While this study provides novel insights into kataegis in relation to ancestries and cancer aggressiveness, several limitations must be acknowledged. The lack of relevant data has hindered further validation or investigation, although this has been mitigated by integrating public cohorts. The clinical implications of kataegis for African patients need future research due to a lack of African follow-up and validation data. More LR data derived from African patients are also required for differentiating features between cancer aggressiveness. To scrutinise the ancestrally shared and distinctive features of kataegis, we integrated publicly available PCa data from European and Asian ancestral patients. However, this study and public cohorts differ in their composition of cancer aggressiveness and variant identification pipelines. While our study cohort is biased towards very HR disease (ISUP GG4/5), the public European dataset focused on intermediate risk disease (82%, ISUP GG2/3) [20], and the public Asian data lacks ISUP GG 5 (0.5%, 1/207) [21]. Additionally, although we applied consistent methods for kataegis identification and downstream analyses, our somatic variant identification is more stringent due to filtering by a panel of normal samples. These limitations highlight not only areas for future research, but importantly underscores the need for tailored data collection and analysis.
Conclusions
The available PCa whole genome cohort remains one of the largest of its kind for the African continent and benefits from the inclusion of clinically, technically, and analytically matched non-African data, allowing for direct, unbiased comparative analyses. Using this African inclusive resource, supported by published non-African data, enabled us to discern both universal (or shared) and ancestrally unique kataegis positive prostate tumour features, particularly with regards to advanced disease. Demonstrating heightened African-specific kataegis-associated heterogeneity, our study emphasises the need for further African inclusion, specifically to elucidate the potential of kataegis and APOBEC3 enzymes as biomarkers of targeted cancer therapy.

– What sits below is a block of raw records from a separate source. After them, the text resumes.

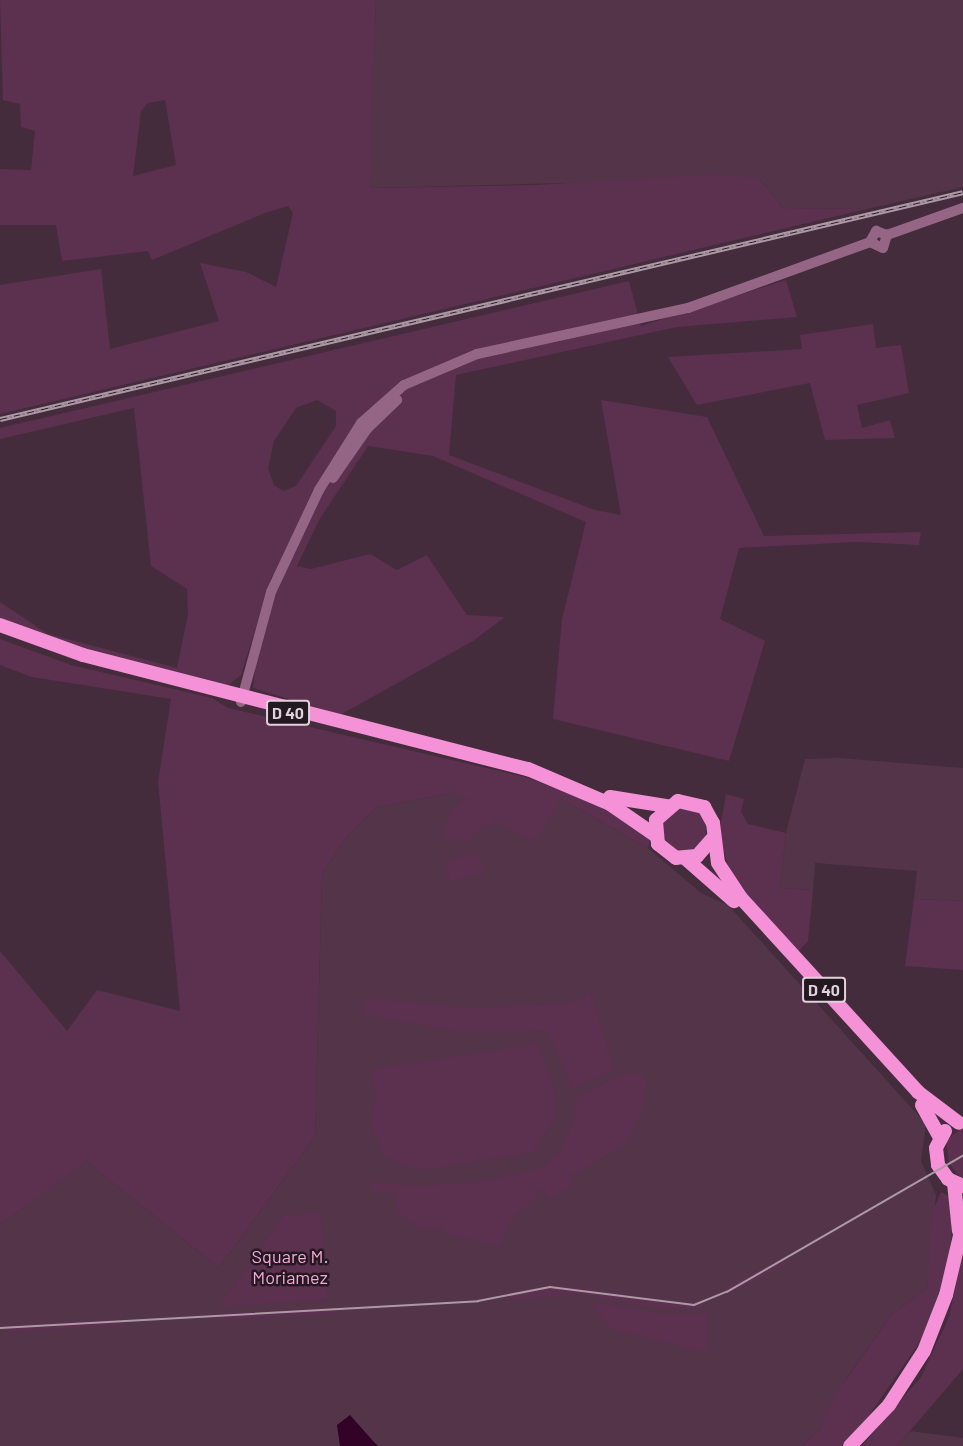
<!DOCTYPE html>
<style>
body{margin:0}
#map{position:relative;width:963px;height:1446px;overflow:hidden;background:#442c3d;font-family:Barlow,sans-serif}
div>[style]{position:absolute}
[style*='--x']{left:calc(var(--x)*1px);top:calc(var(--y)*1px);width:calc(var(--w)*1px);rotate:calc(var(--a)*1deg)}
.built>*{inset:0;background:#533449}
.green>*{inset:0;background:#5c304f;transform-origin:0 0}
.round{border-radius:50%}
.water>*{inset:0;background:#320227}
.minor>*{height:10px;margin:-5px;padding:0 5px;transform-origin:5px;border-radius:5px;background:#956586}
.major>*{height:14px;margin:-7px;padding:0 7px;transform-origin:7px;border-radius:7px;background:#f491d7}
.tram>*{height:1.5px;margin:-0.75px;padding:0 0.75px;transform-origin:0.75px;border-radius:0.75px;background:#ac99a5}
.rail>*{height:4.5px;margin-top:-2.25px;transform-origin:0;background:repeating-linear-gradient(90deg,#241920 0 7px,#ac99a5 0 14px);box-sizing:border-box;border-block:2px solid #ac99a5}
span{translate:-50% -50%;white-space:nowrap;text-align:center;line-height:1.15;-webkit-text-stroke:5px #241920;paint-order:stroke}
.shield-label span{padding:2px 4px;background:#241920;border:2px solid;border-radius:4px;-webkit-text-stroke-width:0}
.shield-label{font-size:16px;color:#e1d1db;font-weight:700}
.park-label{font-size:18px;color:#f6a8dd}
</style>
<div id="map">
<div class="built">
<i style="clip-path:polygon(376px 0,963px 0,963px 187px,867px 209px,783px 208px,759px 178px,369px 188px)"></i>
<i style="clip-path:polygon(839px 758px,963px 768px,963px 901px,914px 899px,917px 871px,815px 863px,813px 890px,780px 888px,786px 833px,805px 759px)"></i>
<i style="clip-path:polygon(454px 793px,561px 799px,648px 848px,701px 893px,728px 905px,926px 1124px,921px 1161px,936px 1195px,927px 1289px,891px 1315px,848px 1376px,821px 1429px,801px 1446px,0 1446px,0 1225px,85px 1160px,219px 1268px,315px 1136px,322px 874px,349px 834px,377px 807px)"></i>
<i style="clip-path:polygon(910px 1431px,963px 1438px,963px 1446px,897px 1446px)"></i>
</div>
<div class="green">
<i style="clip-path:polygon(evenodd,0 0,376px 0,370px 188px,535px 185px,713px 174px,759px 178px,783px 208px,867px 209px,0 414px,0 285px,101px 269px,110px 349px,219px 321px,200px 263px,246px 272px,276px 287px,293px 213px,288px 206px,265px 213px,152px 260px,148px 251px,62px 261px,56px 225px,0 225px,0 169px,31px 170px,35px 131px,21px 127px,20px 104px,3px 100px,0 0,165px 100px,176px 165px,133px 176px,141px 111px,148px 103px,165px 100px)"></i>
<i style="clip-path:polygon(evenodd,786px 280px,797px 317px,677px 327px,456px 375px,449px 455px,595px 510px,621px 515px,601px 400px,707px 417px,764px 536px,921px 532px,919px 545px,857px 542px,739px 548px,720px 619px,765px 641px,729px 761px,553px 719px,562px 619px,586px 522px,433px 456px,368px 446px,319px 520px,297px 566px,311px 569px,370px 554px,397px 570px,427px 555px,467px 615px,505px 617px,473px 641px,340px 715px,253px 688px,256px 657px,280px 581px,272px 576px,241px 675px,226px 687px,44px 639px,0 618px,0 602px,48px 634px,177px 668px,188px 614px,187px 589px,151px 566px,134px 408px,0 439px,0 428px,629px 281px,641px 326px,786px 280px,317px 400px,336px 411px,336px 426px,296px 486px,283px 491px,274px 485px,268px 468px,274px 441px,296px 408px,317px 400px)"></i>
<i style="clip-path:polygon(873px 324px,876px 348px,901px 345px,909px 393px,857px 405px,862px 428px,890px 420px,895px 438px,825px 440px,810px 383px,697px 405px,668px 357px,802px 349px,800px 335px)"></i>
<i style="clip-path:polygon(0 639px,71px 665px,212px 698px,228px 708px,525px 777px,607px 807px,650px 839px,648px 848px,561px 799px,548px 821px,532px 817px,547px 822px,536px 841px,499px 825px,483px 826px,468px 842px,447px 840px,443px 833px,451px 810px,464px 798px,477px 801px,454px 793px,377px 807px,349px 834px,322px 874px,315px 1136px,219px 1268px,86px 1161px,0 1225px,0 951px,67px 1031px,97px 990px,180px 1011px,158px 782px,171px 699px,32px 677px,0 665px)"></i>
<i style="clip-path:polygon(726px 794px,744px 799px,741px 812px,748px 824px,786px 833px,780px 888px,813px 890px,808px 941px,797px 953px,731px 876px,719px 834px)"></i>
<i class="round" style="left:662px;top:808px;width:44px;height:44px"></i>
<i style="left:479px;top:853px;width:21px;height:35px;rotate:76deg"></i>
<i style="clip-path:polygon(914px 899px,963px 901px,963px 970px,905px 966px)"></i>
<i style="clip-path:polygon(590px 992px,615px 1069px,573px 1089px,547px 1031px,465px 1033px,362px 1014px,366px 998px,472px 1008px,570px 1003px)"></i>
<i style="clip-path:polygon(539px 1044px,555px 1094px,555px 1119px,533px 1152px,419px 1171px,385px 1157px,371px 1125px,376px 1094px,371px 1069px)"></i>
<i style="clip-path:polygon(624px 1073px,641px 1074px,647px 1081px,643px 1110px,627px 1144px,571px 1176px,575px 1185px,549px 1199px,544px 1190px,539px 1192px,523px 1212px,519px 1210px,499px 1246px,444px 1233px,442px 1226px,421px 1230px,398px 1213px,396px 1192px,371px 1192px,371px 1182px,422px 1186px,484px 1181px,541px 1168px,561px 1151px,575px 1117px,575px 1098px)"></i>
<i style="clip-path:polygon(963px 1128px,963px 1180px,949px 1164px,946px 1140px)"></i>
<i style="clip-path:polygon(941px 1192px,953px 1198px,950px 1263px,937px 1310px,917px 1346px,856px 1434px,841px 1446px,801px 1446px,821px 1429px,831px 1401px,891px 1315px,927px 1289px,931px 1215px)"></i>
<i style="clip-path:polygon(321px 1212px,328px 1299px,219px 1307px,283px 1216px)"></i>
<i style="clip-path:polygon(963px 1251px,963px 1369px,897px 1446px,862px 1446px,921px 1377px,949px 1317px)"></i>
<i style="left:785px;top:1257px;width:7px;height:68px;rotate:63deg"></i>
<i style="clip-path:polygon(546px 1285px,564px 1285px,583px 1287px,581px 1294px,515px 1300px,515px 1292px)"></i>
<i style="clip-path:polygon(588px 1288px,667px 1302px,700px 1302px,704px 1308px,661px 1309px,587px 1296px)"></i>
<i style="clip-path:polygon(592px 1302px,664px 1314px,708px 1314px,707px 1353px,609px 1328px)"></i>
<i style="clip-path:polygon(338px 1307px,338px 1313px,212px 1321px,211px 1314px)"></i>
<i style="clip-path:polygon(125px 1319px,125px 1325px,8px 1332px,7px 1325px)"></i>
</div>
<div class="water">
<i style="clip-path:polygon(350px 1415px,373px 1441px,378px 1446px,340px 1446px,337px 1425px)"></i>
</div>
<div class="minor">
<i style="--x:887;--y:235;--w:81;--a:-19.6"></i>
<i style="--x:870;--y:242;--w:14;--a:25"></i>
<i style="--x:883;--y:248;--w:14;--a:-73"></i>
<i style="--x:870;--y:242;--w:13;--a:-61"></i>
<i style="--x:876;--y:231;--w:12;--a:20"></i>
<i style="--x:333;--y:478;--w:60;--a:-55.2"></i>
<i style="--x:367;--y:429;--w:42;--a:-44"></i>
<i style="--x:241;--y:702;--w:114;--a:-74.7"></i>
<i style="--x:271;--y:592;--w:113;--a:-64.8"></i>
<i style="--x:319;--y:490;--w:79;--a:-57.9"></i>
<i style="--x:361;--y:423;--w:57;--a:-41.5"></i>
<i style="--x:404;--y:385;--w:79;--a:-23"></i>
<i style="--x:477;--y:354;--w:216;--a:-12.3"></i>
<i style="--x:688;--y:308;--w:194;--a:-19.9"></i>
</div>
<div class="major">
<i style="--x:0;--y:625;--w:88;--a:19.9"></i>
<i style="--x:83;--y:655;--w:459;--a:14.4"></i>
<i style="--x:528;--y:769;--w:89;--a:23.1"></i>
<i style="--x:610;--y:804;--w:55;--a:34.6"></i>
<i style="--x:610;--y:797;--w:58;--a:9"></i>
<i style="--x:712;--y:839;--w:23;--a:131"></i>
<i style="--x:697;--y:856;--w:21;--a:175"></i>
<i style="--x:676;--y:858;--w:23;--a:-142"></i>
<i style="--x:658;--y:844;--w:24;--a:-95"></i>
<i style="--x:656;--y:820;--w:29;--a:-41"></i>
<i style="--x:678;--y:801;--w:27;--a:13"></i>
<i style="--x:704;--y:807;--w:18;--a:61"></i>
<i style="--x:713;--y:823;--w:40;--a:82.9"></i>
<i style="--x:718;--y:863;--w:42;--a:56.7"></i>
<i style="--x:741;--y:898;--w:263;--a:47.6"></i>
<i style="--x:918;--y:1092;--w:51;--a:37.1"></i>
<i style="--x:686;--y:859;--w:64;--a:41.2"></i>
<i style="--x:922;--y:1105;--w:38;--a:61"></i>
<i style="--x:945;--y:1131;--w:19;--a:118"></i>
<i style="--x:936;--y:1148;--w:17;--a:83"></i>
<i style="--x:938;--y:1165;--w:17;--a:54"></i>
<i style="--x:948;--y:1179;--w:17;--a:25"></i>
<i style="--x:954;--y:1183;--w:48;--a:84.1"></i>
<i style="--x:850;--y:1446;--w:57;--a:-46.4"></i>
<i style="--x:889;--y:1405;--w:64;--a:-57.1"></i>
<i style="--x:924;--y:1351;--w:60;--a:-68.6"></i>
<i style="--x:946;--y:1295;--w:74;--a:-76.7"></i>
</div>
<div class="tram">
<i style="--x:0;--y:1328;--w:479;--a:-3.2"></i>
<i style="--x:478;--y:1301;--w:73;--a:-11"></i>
<i style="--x:550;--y:1287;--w:145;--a:7.1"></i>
<i style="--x:694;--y:1305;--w:35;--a:-22"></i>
<i style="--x:727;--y:1292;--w:272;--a:-30"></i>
</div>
<div class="rail">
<i style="--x:0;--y:419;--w:989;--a:-13.26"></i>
</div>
<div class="shield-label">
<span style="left:288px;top:713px">D 40</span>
<span style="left:824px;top:990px">D 40</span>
</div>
<div class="park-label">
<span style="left:290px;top:1267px">Square M.<br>Moriamez</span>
</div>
</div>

Collectively, by elucidating the occurrence of kataegis from tumorigenesis to later subclonal stage in African and European patients, we highlight the significance of different underlying mutational processes between ancestries, which provides a valuable resource for targeted therapeutic interventions and emphasises the need for continued exploration of biological behaviours and environmental exposures in African patients.